I spoke to my close friend Madame Florine honestly about how I viewed Malagasy hospitality to hear her reaction. I trust her to not become offended for she’s acted as somewhat of a cultural broker for me. She’s worked with former Peace Corps volunteers and other foreigners so she is able to explain and relate ideas sensibly. According to her, Malagasy culture has altered so much since her childhood. She feels that entitlement to another’s belongings and wealth has become much more pervasive than its ever been. And to Ernest the German who lives in my town, who’s worked over forty years here as an agricultural development special will tell me that the overall economic situation of Madagascar has degraded impacting the common people. Traditionally the Tsimihety people (my tribe) would have to first drink from a cup that they would give their guests to prove that it wasn’t poisoned.
Maybe hospitality is more greatly linked to wealth than I think. Most entrepreneurs leave the village setting to try their luck in larger cities because they feel that if their heads peak only slightly above those around them it will be pounded down to par with everyone else’s. Any form of wealth that one receives is expected to be divided evenly among family and friends, but I’ve noticed that many times reciprocity is not involved. Two years ago I would have sat there in awe, romanticizing what I viewed as a primitive communist utopia where everything is shared and where one is not allowed to have more than the other. I realize now how condescending and naïve this was.
I am writing this not out of frustration or bitterness with my host culture but to be honest about my feelings. Temporary visitors usually have a different stance and find this place very welcoming. I am writing this despite having built close relationships with individual Malagasy people. I spent my service striving to integrate and respect my host country nationals with cultural sensitivity. I hope to clarify that I am writing in generalizations which can be contested. I can give numerous examples to how Malagasy have been so warm and welcoming to me and will leave thinking well of my service and the Malagasy people who’ve touched my heart. I often try to think how I would act if I were also in their shoes. Peace Corps attempts to do this by throwing us to live in the sticks isolated from other volunteers, to live in local conditions, with receiving a salary on par to the locals. Peace Corps is as close as it gets to “living” local. Despite this I still can’t fathom what it would be like to actually be Malagasy. If I had so little and can barely feed myself and saw a vazaha I would probably want to take advantage too. I can’t say I would be above this.

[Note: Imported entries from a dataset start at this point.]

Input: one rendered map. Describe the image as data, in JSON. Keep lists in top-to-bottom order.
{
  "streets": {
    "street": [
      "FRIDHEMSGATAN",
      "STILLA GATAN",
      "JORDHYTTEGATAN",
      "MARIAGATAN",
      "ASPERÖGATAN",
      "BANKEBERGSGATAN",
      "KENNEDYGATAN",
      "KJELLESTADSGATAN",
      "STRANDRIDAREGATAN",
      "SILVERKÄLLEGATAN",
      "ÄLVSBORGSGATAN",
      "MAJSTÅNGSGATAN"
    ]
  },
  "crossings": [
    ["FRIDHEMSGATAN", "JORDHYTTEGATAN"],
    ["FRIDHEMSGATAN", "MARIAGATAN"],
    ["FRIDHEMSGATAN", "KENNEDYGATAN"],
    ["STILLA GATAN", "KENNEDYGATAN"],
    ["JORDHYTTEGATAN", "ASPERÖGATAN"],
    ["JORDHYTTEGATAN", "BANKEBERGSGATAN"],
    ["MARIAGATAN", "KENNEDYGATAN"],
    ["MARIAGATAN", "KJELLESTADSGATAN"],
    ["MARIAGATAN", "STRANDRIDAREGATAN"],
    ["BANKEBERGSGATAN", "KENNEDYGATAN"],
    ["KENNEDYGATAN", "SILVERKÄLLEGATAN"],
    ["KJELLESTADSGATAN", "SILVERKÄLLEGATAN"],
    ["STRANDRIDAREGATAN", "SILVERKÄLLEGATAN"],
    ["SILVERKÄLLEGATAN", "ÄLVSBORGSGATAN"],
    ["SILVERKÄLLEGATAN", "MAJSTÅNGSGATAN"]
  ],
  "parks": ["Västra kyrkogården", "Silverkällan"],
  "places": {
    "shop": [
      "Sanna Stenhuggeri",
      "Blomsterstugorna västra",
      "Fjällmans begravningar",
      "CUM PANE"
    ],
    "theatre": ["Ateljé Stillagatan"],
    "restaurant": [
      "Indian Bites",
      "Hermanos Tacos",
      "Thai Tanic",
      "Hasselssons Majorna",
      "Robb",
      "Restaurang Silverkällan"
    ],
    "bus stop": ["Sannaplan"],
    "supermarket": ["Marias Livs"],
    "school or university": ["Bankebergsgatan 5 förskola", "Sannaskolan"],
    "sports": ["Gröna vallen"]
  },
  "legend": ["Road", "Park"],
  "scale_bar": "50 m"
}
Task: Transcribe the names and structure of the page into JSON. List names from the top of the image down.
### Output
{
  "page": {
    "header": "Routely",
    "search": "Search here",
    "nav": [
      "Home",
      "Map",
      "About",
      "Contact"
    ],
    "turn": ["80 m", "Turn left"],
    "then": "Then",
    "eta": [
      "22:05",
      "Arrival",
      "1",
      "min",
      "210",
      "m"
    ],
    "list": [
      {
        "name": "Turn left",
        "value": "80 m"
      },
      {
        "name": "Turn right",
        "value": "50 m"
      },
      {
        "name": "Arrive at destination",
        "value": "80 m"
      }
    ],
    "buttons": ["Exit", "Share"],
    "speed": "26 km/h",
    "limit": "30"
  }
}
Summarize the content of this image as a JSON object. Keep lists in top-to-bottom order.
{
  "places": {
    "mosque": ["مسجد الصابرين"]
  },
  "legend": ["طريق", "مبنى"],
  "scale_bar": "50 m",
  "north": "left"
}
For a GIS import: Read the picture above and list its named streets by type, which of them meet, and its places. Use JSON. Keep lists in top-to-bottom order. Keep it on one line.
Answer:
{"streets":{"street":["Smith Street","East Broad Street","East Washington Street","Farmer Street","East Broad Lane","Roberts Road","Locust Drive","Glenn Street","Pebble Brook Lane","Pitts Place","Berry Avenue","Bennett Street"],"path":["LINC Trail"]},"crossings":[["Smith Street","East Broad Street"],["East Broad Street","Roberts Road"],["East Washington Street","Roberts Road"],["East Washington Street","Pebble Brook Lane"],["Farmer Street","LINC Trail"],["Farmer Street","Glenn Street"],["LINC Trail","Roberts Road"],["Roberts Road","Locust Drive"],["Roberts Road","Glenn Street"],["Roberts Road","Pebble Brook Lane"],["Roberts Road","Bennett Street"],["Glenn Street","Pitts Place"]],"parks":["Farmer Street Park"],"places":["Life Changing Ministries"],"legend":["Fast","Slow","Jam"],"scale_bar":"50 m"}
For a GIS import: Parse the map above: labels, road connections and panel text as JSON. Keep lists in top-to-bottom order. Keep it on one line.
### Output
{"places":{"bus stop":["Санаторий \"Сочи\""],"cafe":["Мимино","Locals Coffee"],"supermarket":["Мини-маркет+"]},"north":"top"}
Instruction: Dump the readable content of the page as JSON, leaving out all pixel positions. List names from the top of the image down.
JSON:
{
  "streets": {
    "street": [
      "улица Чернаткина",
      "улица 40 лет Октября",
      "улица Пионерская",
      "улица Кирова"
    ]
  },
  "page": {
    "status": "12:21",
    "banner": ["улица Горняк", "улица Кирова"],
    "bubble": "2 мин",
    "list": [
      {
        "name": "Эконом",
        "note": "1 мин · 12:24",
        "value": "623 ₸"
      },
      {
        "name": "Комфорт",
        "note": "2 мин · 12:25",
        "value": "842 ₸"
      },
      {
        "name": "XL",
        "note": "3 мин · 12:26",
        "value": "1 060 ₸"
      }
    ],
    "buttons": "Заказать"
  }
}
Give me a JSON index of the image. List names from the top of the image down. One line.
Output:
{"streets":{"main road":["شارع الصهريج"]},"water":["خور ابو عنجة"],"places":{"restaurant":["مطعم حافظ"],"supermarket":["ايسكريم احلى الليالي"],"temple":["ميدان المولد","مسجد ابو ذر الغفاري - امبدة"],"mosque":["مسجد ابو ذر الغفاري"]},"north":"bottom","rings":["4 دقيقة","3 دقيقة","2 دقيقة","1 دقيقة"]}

The legacy of colonization continues till this day and is lodged into the subconscious of the population. I feel there is a general resentment and deference towards foreigners here. I feel its more difficult for Caucasian people because immediately they are labeled as being French. Every time I went shopping with a fellow Peace Corps Volunteer or my French roommates they are given a higher price than me at the market. So, I realize a lot of what I've written in this blog seems unrelated and scatterbrained but really what I feel hospitality is for me is how one treats and shows respect to guests, guests to one’s country, family, friends, acquaintances, and even strangers.